The US government is frantically relieving banks of their "toxic assets". But even the huge amount of dollars used for the buyouts is unlikely to rescue a system which shows all the signs of further collapse
Last month the greatest financial crisis since 1929 swept through the system. As Socialist Review went to press, some commentators were assuring us that "the worst is now over". Those are words we have heard many times since the crisis began in autumn last year.
The "mother of all bailouts", announced on Friday 19 September, was met with the biggest ever one-day rise in share prices on the London stock exchange, although shares were still lower than at the start of the week. Under the plan the US government will buy up banks' "toxic assets" at an estimated price of $700 billion.
Following the initial jubilation, doubts about the plan rapidly set in.
The first problem is that it is not clear how the assets to be absorbed by the US government will be valued. Many of the toxic assets that triggered the financial crisis are derived from pools of mortgage debt that have been "sliced and diced" in ways so complex that nobody is clear what they are really worth.
If the price offered is too high, banks and other institutions will rush to dump "toxic waste" on US taxpayers. If it is too low, banks will be reluctant to come forward and sell at a huge loss. According to one estimate, if the dodgy assets were sold at their current market values, it would leave a $500 billion "capital hole" in the world financial system. Banks would struggle to cope with these losses and more would almost certainly go under.
The second problem is that the US government has already absorbed large chunks of the financial system. It carried through the biggest nationalisation in world history to rescue the two mortgage giants Fannie Mae and Freddie Mac. It also now owns 80 percent of AIG, the biggest insurance company in the world. The new bailout will mean a US budget deficit on a vast scale - over a trillion dollars according to the Financial Times. If the US defaults on its debt there is nobody big enough to bail it out!
So the plan is a very risky one. As one columnist in the Financial Times pointed out, "The unpalatable truth is that if this latest salvo does not calm the panic, then [US treasury secretary] Mr Paulson simply does not have many more bazookas left in his arsenal."
The third problem is that other markets may soon start to break down. Credit default swaps - an insurance market in which investors gamble on whether debts will be paid or not - is widely tipped as being the next part of the system to collapse. Some commentators are expecting hedge funds to close or go under. Others expect the "leveraged buy-outs" by private equity firms to unravel.
The final and most fundamental problem is that the "real" economy - the bit that produces goods and services - is in, or close to, recession in key areas of the globe, including Britain, the US, Japan and most of Europe. For many commentators this is a consequence of the financial meltdown. In fact we are seeing an economy that has been in a chronic state of ill health for some time, with the bubbles of credit and speculation that kept it going now stripped away.
A deep recession will feed into all the other problems. It will hit tax revenues, making it harder for governments to pay back huge deficits accumulated trying to bail out the financial sector; it will mean more corporate bankruptcies and therefore more problems for the credit default swap market; it will put more pressure on banks to call in debts, further undermining the real economy.

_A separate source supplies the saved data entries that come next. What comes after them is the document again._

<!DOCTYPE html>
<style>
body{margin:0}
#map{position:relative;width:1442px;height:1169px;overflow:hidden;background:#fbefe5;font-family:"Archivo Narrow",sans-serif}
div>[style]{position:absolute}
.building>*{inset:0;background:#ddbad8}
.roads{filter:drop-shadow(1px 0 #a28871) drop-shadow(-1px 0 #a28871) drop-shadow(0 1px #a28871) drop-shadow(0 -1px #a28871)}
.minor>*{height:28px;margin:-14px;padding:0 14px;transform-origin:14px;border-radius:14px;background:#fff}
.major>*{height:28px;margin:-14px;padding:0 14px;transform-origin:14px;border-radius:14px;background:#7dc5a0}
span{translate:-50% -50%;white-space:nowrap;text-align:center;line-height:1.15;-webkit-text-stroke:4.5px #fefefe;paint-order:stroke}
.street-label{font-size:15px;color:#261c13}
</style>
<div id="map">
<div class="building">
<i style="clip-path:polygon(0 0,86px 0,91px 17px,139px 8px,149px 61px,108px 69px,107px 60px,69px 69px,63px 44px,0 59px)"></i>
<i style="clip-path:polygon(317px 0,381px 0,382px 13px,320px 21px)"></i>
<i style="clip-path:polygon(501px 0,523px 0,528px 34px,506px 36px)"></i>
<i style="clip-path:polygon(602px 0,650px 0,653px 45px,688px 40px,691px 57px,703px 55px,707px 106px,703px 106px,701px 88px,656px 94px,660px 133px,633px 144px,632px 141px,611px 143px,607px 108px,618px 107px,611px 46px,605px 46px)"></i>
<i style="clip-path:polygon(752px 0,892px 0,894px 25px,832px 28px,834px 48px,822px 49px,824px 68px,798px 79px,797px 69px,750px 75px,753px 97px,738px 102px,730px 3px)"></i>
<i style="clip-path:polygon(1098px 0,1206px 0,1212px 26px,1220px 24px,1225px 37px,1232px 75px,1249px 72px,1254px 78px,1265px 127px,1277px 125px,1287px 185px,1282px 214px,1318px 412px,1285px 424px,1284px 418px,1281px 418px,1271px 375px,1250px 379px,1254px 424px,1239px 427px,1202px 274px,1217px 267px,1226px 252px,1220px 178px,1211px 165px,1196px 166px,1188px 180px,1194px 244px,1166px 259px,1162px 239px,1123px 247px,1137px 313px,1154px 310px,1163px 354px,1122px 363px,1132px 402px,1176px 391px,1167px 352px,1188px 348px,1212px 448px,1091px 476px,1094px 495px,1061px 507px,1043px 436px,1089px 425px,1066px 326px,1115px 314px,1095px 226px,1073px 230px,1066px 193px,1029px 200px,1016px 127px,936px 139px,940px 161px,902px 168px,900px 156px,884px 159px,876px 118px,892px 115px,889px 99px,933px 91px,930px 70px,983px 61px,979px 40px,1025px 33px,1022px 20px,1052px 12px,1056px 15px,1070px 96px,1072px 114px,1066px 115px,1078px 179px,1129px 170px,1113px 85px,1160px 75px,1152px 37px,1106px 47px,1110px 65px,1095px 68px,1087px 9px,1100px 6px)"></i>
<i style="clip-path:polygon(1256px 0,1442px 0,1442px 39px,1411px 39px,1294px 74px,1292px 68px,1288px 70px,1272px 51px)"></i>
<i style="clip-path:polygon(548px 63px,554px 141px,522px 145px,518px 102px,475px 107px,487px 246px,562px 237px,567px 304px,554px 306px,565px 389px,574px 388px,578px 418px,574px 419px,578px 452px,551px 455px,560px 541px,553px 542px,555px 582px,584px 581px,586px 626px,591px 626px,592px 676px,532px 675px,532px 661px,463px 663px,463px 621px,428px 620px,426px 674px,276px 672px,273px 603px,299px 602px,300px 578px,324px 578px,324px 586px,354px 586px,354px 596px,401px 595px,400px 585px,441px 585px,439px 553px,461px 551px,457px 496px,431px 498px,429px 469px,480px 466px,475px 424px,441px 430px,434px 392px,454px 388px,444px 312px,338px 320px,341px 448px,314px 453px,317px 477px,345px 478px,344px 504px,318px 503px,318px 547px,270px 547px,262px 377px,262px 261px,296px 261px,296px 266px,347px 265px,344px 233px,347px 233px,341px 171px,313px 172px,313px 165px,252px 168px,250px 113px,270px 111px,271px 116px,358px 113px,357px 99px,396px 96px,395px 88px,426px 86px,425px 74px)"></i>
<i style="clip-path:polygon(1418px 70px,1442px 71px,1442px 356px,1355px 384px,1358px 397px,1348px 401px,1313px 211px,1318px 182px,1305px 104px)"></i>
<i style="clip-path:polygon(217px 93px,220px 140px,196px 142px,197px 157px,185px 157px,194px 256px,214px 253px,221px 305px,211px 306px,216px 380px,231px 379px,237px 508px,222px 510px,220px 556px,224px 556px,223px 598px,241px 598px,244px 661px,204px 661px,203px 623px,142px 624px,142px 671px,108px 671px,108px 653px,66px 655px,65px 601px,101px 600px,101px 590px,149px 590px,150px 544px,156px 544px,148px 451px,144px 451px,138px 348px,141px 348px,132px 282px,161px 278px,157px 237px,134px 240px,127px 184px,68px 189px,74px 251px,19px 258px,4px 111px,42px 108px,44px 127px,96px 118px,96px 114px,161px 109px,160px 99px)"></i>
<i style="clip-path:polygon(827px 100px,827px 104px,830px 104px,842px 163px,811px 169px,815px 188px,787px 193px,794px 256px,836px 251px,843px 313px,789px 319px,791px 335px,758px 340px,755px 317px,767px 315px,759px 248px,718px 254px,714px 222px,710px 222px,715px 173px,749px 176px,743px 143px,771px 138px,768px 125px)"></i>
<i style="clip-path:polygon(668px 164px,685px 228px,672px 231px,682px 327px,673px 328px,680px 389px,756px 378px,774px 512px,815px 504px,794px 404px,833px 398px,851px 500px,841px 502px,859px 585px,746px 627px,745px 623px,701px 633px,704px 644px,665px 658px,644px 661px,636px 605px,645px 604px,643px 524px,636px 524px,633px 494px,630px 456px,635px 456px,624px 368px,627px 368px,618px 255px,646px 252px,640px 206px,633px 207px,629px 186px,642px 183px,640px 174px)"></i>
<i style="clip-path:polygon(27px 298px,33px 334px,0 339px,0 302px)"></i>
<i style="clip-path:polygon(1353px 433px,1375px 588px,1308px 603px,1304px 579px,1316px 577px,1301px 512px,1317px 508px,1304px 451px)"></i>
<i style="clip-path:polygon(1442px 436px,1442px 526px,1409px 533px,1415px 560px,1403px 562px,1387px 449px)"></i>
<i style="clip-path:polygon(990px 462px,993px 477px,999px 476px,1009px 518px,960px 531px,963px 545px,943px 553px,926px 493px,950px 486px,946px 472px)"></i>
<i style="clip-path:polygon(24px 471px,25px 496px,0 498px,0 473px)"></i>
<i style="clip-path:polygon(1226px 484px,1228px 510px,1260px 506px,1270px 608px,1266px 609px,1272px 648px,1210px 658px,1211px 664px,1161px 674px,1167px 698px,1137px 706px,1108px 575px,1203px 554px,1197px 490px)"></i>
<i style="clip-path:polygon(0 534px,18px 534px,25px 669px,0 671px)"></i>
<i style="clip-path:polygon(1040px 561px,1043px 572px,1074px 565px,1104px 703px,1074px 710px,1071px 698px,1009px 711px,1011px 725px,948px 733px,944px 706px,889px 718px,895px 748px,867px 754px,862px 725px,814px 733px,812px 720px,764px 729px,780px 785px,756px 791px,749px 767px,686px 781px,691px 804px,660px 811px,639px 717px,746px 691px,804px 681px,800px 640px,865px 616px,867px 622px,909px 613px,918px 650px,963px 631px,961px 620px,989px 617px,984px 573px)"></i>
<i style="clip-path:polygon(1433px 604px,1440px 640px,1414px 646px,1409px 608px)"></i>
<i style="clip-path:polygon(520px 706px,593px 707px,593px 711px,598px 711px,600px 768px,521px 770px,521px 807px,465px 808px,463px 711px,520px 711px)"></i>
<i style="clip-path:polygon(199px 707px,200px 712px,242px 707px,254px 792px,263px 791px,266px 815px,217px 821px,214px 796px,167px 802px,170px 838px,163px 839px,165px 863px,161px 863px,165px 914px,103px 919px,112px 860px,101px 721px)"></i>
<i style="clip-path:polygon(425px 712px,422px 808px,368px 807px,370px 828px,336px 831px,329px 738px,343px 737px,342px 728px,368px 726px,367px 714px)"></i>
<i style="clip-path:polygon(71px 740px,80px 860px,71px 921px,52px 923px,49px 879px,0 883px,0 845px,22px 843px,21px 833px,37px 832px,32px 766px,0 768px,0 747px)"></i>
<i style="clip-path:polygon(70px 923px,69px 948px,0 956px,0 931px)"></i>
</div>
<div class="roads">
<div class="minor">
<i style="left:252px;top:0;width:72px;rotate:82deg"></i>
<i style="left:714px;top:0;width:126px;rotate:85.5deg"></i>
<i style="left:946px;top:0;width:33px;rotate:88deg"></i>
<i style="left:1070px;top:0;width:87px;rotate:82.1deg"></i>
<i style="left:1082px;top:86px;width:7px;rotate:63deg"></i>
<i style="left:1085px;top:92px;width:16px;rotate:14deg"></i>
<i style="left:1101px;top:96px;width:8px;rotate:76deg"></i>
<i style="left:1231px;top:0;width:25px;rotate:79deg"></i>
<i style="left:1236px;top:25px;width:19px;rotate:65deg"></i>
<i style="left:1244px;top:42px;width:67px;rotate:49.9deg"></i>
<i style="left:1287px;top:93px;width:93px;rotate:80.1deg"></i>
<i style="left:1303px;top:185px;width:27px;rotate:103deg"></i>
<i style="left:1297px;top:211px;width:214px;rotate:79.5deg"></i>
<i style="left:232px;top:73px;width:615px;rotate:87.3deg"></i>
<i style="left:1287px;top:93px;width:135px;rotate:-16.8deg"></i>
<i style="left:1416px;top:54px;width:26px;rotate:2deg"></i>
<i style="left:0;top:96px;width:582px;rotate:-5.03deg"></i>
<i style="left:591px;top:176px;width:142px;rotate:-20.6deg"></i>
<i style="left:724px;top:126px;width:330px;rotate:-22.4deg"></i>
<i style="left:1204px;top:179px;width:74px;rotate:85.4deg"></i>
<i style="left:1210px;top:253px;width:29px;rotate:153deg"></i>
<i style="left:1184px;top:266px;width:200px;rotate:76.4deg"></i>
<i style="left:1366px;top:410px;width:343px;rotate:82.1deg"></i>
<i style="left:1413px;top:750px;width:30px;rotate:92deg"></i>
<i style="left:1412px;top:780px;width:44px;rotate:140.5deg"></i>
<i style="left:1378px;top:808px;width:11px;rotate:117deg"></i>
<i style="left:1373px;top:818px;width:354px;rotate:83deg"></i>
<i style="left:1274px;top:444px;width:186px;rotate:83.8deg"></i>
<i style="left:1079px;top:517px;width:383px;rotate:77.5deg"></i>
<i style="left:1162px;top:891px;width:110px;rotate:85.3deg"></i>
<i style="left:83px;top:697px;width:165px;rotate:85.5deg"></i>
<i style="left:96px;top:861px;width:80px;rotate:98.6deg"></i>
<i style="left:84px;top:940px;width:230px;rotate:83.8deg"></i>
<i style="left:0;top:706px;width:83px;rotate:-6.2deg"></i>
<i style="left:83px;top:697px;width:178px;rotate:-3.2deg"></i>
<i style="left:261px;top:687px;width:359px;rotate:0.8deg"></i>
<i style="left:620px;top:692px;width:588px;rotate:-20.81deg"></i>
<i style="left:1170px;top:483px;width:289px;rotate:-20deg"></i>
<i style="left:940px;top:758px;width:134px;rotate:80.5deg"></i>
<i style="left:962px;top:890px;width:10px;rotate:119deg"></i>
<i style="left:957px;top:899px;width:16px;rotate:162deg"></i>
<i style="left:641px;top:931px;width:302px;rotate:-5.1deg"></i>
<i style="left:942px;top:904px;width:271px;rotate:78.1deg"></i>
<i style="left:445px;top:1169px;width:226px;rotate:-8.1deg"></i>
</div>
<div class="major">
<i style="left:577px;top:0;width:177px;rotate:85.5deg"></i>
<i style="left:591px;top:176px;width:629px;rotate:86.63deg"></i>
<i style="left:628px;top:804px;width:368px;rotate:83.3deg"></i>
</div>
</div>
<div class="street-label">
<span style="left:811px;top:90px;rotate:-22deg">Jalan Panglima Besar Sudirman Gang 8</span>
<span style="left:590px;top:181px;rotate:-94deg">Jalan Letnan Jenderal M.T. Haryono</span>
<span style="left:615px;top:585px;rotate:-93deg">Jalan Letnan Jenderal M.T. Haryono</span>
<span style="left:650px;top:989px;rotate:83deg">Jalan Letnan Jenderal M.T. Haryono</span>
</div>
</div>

The nightmare for the ruling class is that even as they patch up the financial system, the real economy begins to fail. According to the Financial Times, retail sales and industrial production are already falling: "Automotive vehicle sales are far below their level in 2001. Unemployment is rising faster than at any time since the early 1980s."
We should expect more instability, more tensions among our rulers and more attempts to squeeze us harder to make us pay for the crisis.